**Material for this exercise:**
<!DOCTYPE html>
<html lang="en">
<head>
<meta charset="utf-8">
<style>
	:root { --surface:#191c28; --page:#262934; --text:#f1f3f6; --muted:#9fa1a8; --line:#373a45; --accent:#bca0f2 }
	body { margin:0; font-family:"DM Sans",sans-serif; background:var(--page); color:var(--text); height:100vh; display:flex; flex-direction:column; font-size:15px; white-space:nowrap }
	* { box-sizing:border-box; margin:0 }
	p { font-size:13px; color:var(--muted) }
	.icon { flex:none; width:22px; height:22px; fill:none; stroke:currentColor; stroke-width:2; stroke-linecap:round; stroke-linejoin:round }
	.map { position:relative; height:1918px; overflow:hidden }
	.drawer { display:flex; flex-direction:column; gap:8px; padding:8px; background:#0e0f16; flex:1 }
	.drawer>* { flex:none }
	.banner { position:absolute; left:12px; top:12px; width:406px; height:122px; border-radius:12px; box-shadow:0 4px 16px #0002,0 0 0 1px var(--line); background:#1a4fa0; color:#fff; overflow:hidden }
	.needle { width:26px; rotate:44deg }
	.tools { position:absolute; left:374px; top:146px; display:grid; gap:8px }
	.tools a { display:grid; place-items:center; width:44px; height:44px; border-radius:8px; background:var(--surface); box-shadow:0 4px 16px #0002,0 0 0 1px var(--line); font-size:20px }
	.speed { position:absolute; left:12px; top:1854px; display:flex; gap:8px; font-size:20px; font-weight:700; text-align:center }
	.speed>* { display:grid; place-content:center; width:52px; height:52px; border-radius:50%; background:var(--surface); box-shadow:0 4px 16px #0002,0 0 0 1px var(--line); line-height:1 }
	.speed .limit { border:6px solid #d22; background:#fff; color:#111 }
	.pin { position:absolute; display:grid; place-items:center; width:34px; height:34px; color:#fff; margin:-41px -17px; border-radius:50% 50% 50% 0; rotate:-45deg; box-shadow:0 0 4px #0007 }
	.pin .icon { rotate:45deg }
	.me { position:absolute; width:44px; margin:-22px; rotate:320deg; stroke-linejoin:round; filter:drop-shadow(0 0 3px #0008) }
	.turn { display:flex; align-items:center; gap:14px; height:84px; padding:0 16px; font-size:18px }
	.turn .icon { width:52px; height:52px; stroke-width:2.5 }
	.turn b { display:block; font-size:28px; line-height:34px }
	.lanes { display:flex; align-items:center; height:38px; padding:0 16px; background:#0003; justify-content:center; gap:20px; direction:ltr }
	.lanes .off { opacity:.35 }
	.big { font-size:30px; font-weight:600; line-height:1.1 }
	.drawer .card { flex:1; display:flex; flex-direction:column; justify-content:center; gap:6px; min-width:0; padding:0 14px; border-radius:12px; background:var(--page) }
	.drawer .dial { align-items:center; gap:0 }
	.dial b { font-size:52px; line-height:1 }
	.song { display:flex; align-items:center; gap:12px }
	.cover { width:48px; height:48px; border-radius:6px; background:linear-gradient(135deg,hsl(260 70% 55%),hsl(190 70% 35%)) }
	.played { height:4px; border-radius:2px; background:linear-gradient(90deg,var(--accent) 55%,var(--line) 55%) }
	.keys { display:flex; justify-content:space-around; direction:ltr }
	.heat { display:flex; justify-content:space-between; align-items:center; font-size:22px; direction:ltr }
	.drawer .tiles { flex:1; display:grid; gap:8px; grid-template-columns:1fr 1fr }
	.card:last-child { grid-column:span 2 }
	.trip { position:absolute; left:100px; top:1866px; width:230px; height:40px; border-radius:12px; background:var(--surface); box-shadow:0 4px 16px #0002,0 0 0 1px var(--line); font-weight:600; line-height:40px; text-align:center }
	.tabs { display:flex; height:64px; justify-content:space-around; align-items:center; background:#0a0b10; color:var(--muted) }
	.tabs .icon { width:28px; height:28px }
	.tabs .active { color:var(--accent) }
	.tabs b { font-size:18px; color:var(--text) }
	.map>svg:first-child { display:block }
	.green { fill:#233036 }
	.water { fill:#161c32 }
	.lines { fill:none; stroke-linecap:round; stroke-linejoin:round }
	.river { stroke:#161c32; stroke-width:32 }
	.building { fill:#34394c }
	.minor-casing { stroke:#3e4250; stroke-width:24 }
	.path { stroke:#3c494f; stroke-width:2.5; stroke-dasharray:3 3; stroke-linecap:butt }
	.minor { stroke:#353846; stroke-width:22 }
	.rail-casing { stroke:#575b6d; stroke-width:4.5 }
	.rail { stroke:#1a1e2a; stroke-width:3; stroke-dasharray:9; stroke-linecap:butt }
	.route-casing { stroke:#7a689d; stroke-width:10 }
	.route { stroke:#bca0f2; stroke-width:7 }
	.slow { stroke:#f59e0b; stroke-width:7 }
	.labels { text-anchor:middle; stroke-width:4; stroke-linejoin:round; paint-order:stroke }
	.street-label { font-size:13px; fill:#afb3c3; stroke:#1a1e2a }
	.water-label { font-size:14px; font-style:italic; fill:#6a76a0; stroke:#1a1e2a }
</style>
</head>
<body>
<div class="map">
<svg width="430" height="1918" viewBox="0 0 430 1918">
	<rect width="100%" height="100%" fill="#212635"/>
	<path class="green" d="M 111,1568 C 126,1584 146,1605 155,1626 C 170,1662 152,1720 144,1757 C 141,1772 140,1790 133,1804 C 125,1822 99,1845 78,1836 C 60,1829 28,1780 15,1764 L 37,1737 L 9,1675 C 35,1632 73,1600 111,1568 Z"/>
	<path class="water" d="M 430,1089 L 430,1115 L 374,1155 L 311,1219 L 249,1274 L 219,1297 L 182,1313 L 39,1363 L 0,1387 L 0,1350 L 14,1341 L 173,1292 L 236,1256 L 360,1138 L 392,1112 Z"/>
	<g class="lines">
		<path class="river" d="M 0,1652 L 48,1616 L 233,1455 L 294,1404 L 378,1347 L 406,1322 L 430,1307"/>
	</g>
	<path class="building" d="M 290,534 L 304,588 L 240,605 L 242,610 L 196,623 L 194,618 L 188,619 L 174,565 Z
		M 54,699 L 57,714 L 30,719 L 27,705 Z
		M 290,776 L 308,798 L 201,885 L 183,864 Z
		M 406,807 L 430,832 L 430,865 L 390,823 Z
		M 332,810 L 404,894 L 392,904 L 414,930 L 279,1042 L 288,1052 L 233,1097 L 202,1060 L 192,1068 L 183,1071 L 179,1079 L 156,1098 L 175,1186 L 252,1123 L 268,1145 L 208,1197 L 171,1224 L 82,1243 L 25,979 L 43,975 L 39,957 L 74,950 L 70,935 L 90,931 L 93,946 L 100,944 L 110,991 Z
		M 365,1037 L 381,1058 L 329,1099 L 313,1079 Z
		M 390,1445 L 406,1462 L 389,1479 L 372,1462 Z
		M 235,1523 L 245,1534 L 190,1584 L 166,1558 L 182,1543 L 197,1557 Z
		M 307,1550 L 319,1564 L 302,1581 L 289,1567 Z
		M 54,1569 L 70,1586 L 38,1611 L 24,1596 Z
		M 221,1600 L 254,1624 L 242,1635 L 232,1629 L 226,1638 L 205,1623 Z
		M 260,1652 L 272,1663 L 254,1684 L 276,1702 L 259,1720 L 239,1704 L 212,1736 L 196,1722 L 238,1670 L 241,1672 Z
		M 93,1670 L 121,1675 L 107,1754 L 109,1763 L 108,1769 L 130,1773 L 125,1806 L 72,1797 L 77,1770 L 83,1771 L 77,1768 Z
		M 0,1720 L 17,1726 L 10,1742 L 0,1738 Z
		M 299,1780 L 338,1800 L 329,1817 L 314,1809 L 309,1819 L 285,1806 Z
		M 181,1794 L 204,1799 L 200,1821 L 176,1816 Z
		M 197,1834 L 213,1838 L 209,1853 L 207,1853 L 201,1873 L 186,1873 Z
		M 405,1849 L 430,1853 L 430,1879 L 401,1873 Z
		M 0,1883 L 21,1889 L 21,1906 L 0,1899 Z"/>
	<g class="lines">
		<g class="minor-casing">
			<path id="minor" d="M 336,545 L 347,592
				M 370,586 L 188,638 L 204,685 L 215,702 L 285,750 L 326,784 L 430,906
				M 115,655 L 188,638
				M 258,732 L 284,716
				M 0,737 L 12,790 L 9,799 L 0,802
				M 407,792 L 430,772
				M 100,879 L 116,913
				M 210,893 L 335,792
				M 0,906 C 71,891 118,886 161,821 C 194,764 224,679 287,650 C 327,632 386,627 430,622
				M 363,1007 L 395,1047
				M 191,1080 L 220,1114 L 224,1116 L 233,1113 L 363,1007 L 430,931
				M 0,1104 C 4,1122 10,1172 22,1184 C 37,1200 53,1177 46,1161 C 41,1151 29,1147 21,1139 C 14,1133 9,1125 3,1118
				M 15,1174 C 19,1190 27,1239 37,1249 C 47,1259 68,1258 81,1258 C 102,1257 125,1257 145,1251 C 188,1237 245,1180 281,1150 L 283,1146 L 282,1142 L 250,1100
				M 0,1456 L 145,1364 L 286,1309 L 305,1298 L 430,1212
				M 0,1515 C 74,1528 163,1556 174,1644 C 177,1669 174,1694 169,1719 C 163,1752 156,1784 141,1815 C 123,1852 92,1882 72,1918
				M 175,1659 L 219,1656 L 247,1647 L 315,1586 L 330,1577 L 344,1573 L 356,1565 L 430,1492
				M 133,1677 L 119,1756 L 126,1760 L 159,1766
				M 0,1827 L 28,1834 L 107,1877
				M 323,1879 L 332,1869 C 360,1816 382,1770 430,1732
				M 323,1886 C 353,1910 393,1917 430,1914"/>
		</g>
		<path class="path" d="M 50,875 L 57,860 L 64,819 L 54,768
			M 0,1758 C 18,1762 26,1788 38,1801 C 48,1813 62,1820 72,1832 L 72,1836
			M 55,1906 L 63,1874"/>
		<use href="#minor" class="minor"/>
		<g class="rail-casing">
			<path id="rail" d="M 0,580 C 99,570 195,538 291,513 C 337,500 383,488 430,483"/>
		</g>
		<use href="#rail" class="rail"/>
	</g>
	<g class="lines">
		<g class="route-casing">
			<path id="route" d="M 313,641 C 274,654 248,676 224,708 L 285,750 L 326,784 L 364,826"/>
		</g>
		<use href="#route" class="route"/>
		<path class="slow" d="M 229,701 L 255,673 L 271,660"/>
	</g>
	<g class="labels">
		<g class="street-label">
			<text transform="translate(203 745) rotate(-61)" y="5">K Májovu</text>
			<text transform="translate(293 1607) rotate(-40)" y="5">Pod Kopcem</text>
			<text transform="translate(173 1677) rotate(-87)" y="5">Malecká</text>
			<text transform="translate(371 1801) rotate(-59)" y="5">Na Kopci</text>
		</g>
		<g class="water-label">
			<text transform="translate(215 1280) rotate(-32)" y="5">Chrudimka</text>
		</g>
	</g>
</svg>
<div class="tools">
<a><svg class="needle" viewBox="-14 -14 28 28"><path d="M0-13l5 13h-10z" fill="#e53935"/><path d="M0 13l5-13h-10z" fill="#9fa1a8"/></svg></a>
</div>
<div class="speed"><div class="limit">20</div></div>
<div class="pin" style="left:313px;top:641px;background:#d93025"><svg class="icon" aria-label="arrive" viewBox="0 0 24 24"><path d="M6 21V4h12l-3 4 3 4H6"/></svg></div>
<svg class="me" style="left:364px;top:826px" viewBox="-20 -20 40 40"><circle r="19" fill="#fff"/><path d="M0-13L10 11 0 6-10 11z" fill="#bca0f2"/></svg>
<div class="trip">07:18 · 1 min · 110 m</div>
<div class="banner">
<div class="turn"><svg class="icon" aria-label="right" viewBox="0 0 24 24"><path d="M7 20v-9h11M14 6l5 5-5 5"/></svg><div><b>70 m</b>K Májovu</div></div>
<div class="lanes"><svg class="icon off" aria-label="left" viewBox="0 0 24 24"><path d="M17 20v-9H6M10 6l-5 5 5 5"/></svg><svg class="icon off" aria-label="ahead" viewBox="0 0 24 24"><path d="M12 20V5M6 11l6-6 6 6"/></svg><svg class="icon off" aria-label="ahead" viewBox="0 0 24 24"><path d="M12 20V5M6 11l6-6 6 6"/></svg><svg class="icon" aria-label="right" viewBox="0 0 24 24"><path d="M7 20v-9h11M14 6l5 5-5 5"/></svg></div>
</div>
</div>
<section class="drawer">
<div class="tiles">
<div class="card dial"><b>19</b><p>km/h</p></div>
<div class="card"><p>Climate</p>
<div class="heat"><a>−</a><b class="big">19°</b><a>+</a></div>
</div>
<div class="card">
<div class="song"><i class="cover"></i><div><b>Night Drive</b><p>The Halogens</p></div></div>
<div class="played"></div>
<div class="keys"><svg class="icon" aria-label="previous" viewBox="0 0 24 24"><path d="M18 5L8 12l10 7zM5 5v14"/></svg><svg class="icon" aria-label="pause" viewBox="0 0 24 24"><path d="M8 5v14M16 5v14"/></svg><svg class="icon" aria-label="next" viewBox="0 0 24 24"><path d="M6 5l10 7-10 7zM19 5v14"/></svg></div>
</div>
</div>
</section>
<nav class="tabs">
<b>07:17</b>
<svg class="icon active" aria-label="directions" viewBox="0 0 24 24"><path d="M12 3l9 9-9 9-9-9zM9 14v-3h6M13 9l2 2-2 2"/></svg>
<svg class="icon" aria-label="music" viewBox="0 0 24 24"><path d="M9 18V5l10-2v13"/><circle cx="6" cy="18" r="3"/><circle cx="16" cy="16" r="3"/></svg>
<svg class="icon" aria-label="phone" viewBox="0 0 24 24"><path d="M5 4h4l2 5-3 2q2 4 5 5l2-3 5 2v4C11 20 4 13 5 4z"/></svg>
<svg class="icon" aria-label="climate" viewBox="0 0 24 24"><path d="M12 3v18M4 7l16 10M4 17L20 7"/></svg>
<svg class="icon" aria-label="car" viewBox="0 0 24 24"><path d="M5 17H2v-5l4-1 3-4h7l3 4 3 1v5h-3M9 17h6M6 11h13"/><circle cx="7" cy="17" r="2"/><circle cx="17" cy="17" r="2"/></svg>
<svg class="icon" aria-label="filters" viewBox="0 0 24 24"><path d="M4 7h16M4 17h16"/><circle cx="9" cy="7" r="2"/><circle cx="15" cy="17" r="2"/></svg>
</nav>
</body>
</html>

**The task:**
Reproduce exactly the stretch of the material above that starts at the line with "display:grid; place-content:center; width:52px;" and ends at the line with "font-size:30px; font-weight:600; line-height:1.1", both included, and nothing else.

**Task result:**
	.speed>* { display:grid; place-content:center; width:52px; height:52px; border-radius:50%; background:var(--surface); box-shadow:0 4px 16px #0002,0 0 0 1px var(--line); line-height:1 }
	.speed .limit { border:6px solid #d22; background:#fff; color:#111 }
	.pin { position:absolute; display:grid; place-items:center; width:34px; height:34px; color:#fff; margin:-41px -17px; border-radius:50% 50% 50% 0; rotate:-45deg; box-shadow:0 0 4px #0007 }
	.pin .icon { rotate:45deg }
	.me { position:absolute; width:44px; margin:-22px; rotate:320deg; stroke-linejoin:round; filter:drop-shadow(0 0 3px #0008) }
	.turn { display:flex; align-items:center; gap:14px; height:84px; padding:0 16px; font-size:18px }
	.turn .icon { width:52px; height:52px; stroke-width:2.5 }
	.turn b { display:block; font-size:28px; line-height:34px }
	.lanes { display:flex; align-items:center; height:38px; padding:0 16px; background:#0003; justify-content:center; gap:20px; direction:ltr }
	.lanes .off { opacity:.35 }
	.big { font-size:30px; font-weight:600; line-height:1.1 }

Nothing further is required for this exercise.